Prove that for every $y\in l^q$ the map $x\longrightarrow \sum_{n=1}^\infty x_ny_n$ is well-defined, linear and continuous on $l^p$.

Proof ideas:

Linearity follows from definition: $f(\alpha x+\beta y)=\alpha f(x)+\beta f(y)$.

WELL-defined:

Given $l_p=\{(x_1,x_2,...,x_n,...): \sum_{k}|x_k|^p<\infty\}$ we know that $‖x‖_{l^p}=(\sum_{n=1}^\infty|x_n|^p)^{1/p}$.

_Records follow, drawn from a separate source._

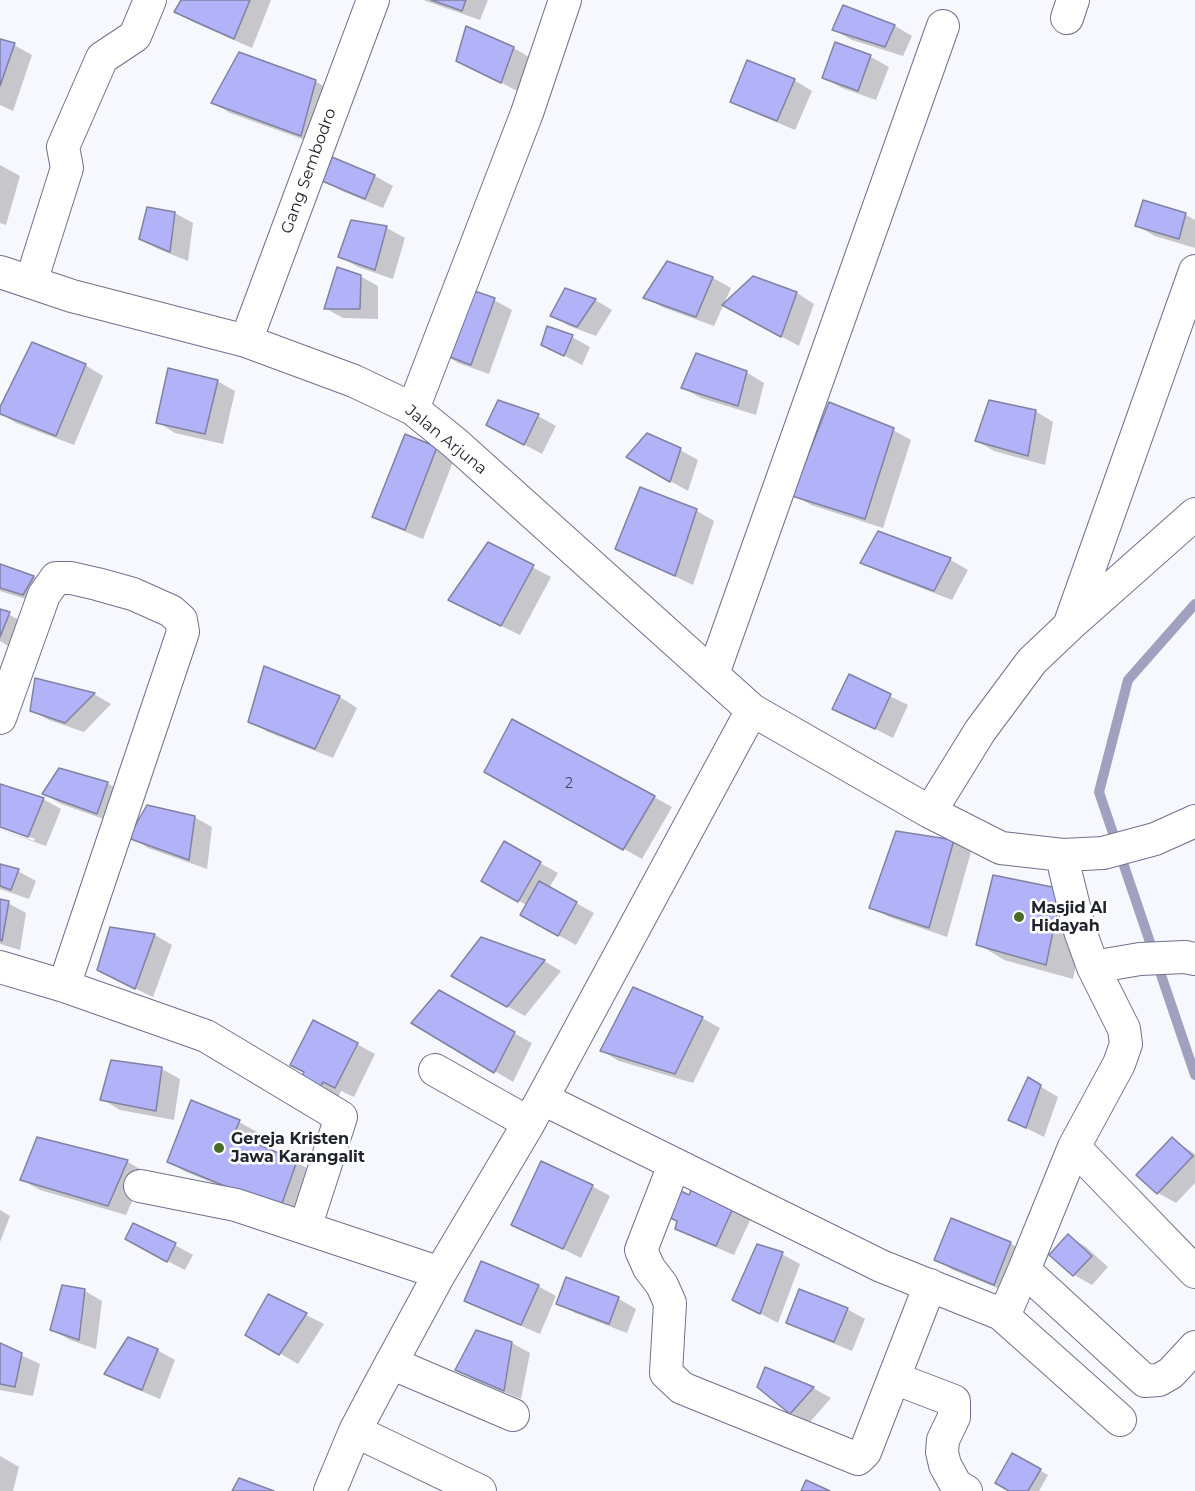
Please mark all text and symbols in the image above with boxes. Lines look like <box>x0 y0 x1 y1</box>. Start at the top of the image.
street label: Gang Sembodro <box>277 106 341 236</box>
street label: Jalan Arjuna <box>401 401 491 479</box>
house number: 2 <box>565 776 573 792</box>
place label: Masjid Al Hidayah <box>1031 898 1107 936</box>
marker: Masjid Al Hidayah <box>1012 910 1026 924</box>
place label: Gereja Kristen Jawa Karangalit <box>231 1129 365 1167</box>
marker: Gereja Kristen Jawa Karangalit <box>212 1141 226 1155</box>

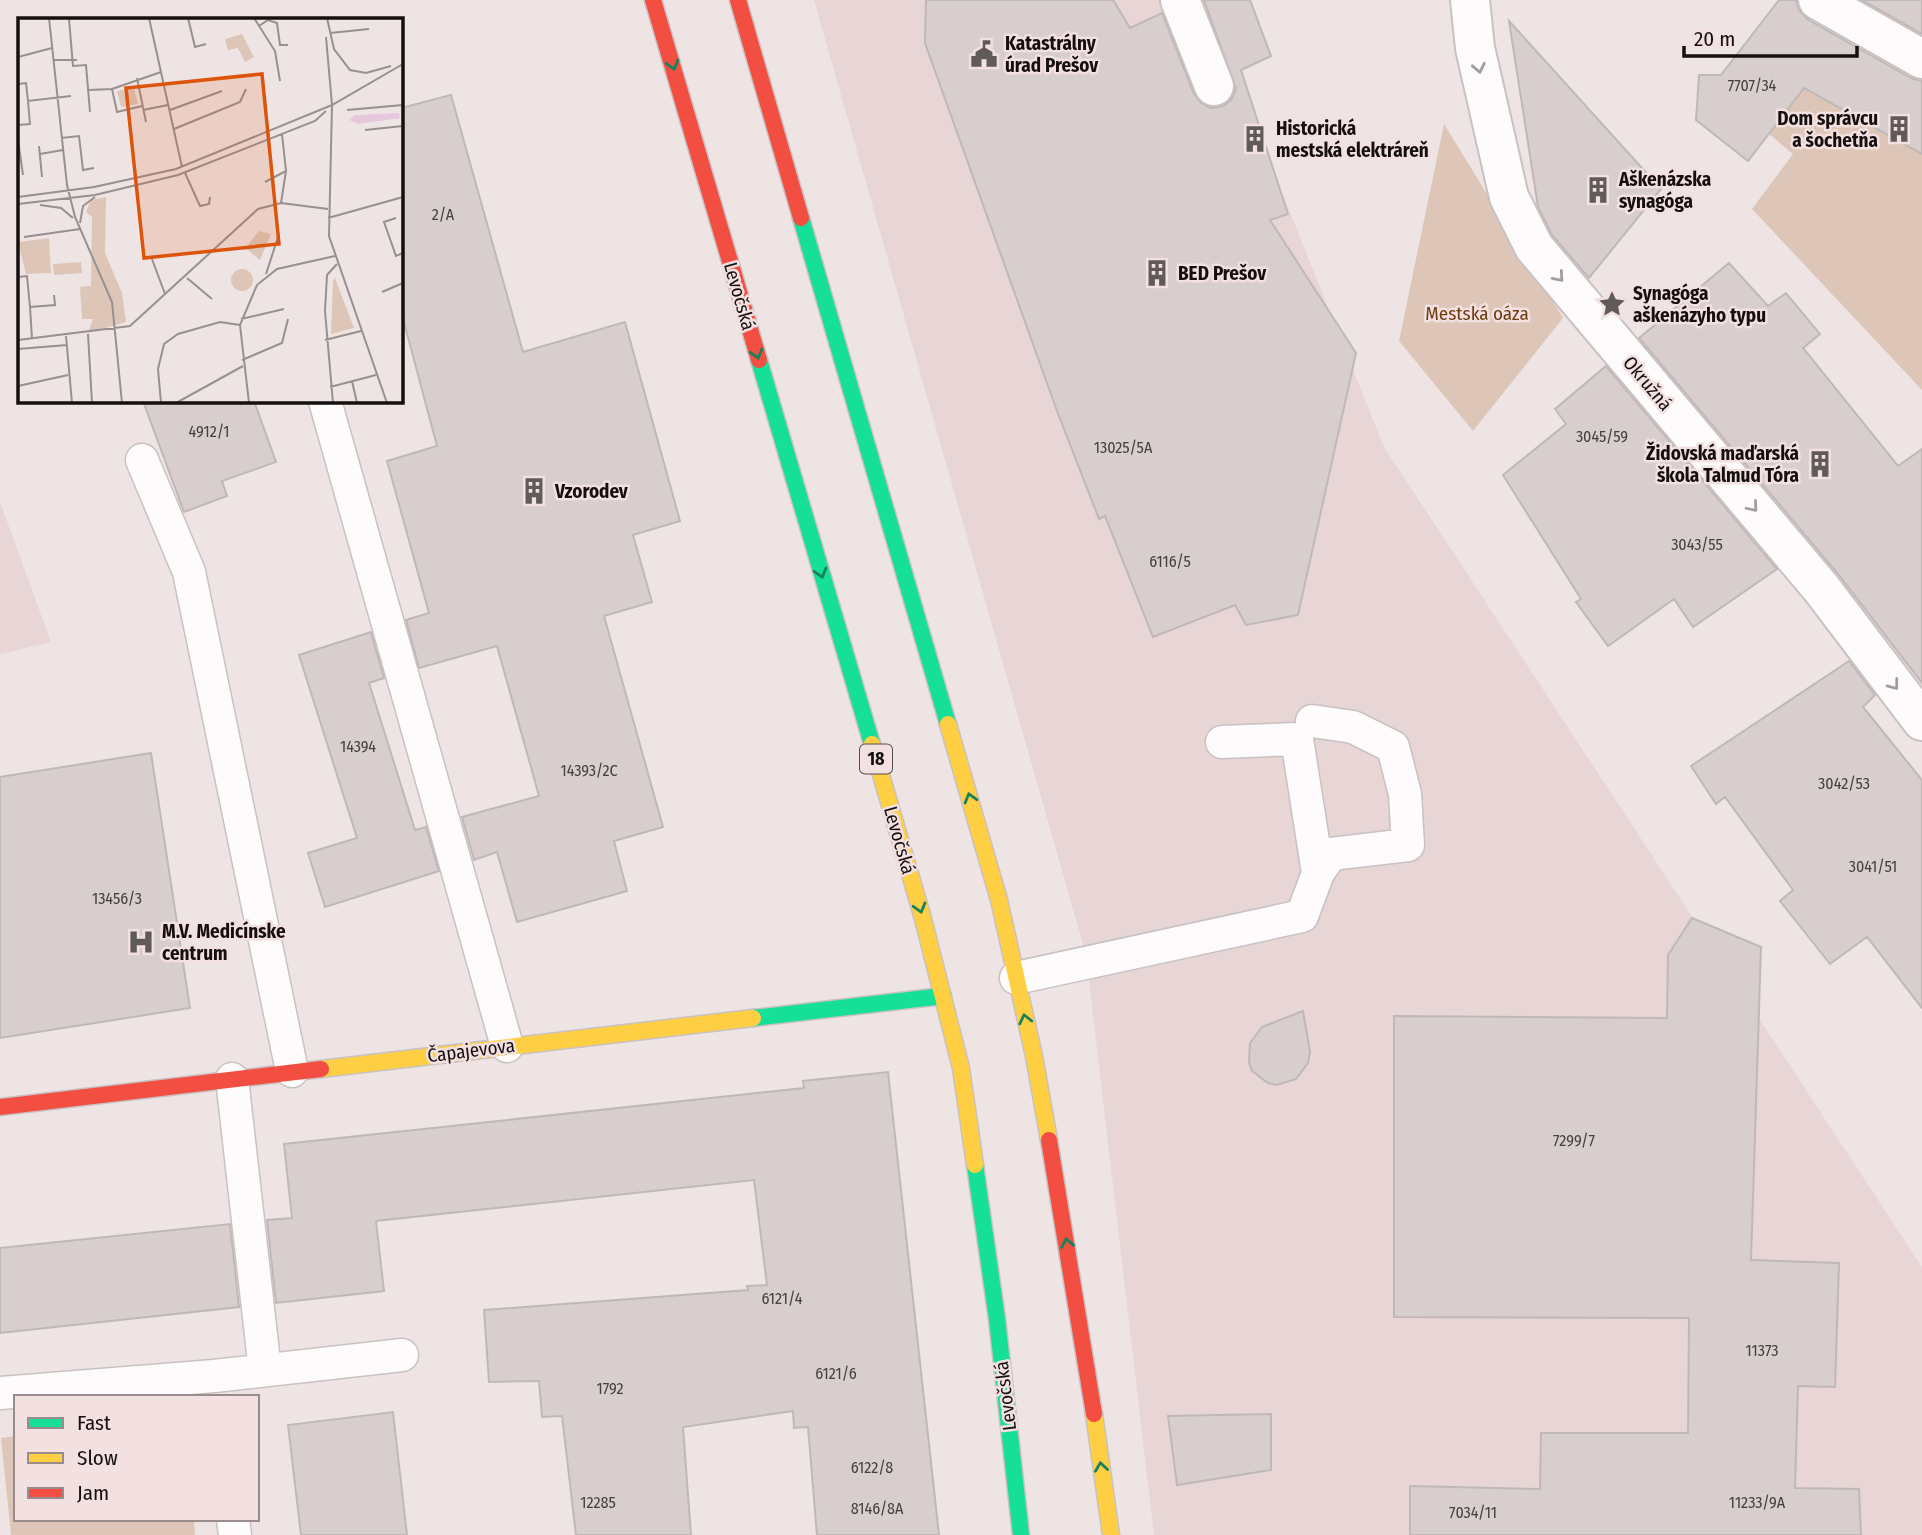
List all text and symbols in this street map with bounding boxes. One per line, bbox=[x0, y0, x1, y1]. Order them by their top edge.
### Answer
scale bar bbox=[1684, 14, 1857, 58]
inset map bbox=[18, 18, 402, 402]
text: 20 m bbox=[1694, 26, 1735, 52]
place label: Katastrálny úrad Prešov bbox=[1005, 32, 1099, 77]
public building icon: Katastrálny úrad Prešov bbox=[969, 39, 999, 69]
one-way arrow bbox=[664, 59, 679, 71]
one-way arrow bbox=[1471, 62, 1486, 74]
house number: 7707/34 bbox=[1728, 76, 1777, 95]
place label: Dom správcu a šochetňa bbox=[1777, 107, 1878, 152]
building icon: Dom správcu a šochetňa bbox=[1884, 114, 1914, 144]
place label: Historická mestská elektráreň bbox=[1276, 117, 1429, 162]
building icon: Historická mestská elektráreň bbox=[1240, 124, 1270, 154]
place label: Aškenázska synagóga bbox=[1618, 168, 1711, 213]
building icon: Aškenázska synagóga bbox=[1583, 175, 1613, 205]
house number: 2/A bbox=[432, 205, 455, 224]
building icon: BED Prešov bbox=[1142, 258, 1172, 288]
street label: Levočská bbox=[719, 259, 760, 333]
place label: BED Prešov bbox=[1178, 262, 1267, 285]
one-way arrow bbox=[1551, 268, 1563, 281]
place label: Synagóga aškenázyho typu bbox=[1633, 282, 1766, 327]
place icon: Synagóga aškenázyho typu bbox=[1597, 289, 1627, 319]
park label: Mestská oáza bbox=[1425, 302, 1529, 325]
one-way arrow bbox=[749, 348, 764, 360]
street label: Okružná bbox=[1618, 351, 1677, 415]
house number: 4912/1 bbox=[188, 422, 230, 441]
house number: 3045/59 bbox=[1576, 427, 1628, 446]
house number: 13025/5A bbox=[1094, 438, 1153, 457]
place label: Židovská maďarská škola Talmud Tóra bbox=[1646, 441, 1799, 487]
building icon: Židovská maďarská škola Talmud Tóra bbox=[1805, 449, 1835, 479]
building icon: Vzorodev bbox=[519, 476, 549, 506]
place label: Vzorodev bbox=[554, 480, 629, 503]
one-way arrow bbox=[1744, 499, 1757, 512]
house number: 3043/55 bbox=[1671, 535, 1723, 554]
house number: 6116/5 bbox=[1149, 552, 1191, 571]
one-way arrow bbox=[813, 566, 828, 578]
one-way arrow bbox=[1886, 677, 1899, 689]
house number: 14394 bbox=[340, 737, 376, 756]
road number: 18 bbox=[860, 744, 892, 774]
house number: 14393/2C bbox=[560, 761, 618, 780]
house number: 3042/53 bbox=[1818, 774, 1870, 793]
one-way arrow bbox=[963, 793, 978, 805]
street label: Levočská bbox=[879, 803, 920, 877]
house number: 3041/51 bbox=[1849, 857, 1897, 876]
house number: 13456/3 bbox=[92, 889, 142, 908]
one-way arrow bbox=[912, 902, 926, 914]
place label: M.V. Medicínske centrum bbox=[162, 920, 286, 965]
hospital icon: M.V. Medicínske centrum bbox=[126, 927, 156, 957]
one-way arrow bbox=[1019, 1013, 1034, 1025]
street label: Čapajevova bbox=[426, 1034, 516, 1067]
house number: 7299/7 bbox=[1553, 1131, 1596, 1150]
one-way arrow bbox=[1060, 1237, 1075, 1249]
house number: 6121/4 bbox=[762, 1289, 803, 1308]
house number: 11373 bbox=[1746, 1341, 1778, 1360]
street label: Levočská bbox=[990, 1360, 1021, 1432]
house number: 6121/6 bbox=[815, 1364, 857, 1383]
house number: 1792 bbox=[596, 1379, 624, 1398]
legend bbox=[14, 1395, 259, 1521]
text: Fast bbox=[77, 1410, 111, 1436]
text: Slow bbox=[77, 1445, 118, 1471]
house number: 6122/8 bbox=[851, 1458, 893, 1477]
one-way arrow bbox=[1094, 1462, 1109, 1473]
text: Jam bbox=[77, 1480, 109, 1506]
house number: 12285 bbox=[580, 1493, 616, 1512]
house number: 11233/9A bbox=[1729, 1493, 1786, 1512]
house number: 8146/8A bbox=[851, 1499, 904, 1518]
house number: 7034/11 bbox=[1449, 1503, 1497, 1522]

To prove our map is well defined means that there cannot be $f(x^a)\neq f(x^b)$ where $x^a=x^b\in l^p$.

So $|f(x_a)-f(x_b)|=|\sum_{n=1}^\infty x^a_ny_n-\sum_{n=1}^\infty x^b_ny_n|$ for some $y\in l^q$.

Then $|f(x_a)-f(x_b)|=|\sum_{n=1}^\infty (x^a_n- x^b_n)y_n|=\sum_{n=1}^\infty |(x^a_n- x^b_n)||y_n|>0$ WLOG assuming $f(x_a)>f(x_b)$.

This means that there is at least one $n$ such that $x_n^a\neq x_n^b$ and so $x^a\neq x^b$. This means it is well defined.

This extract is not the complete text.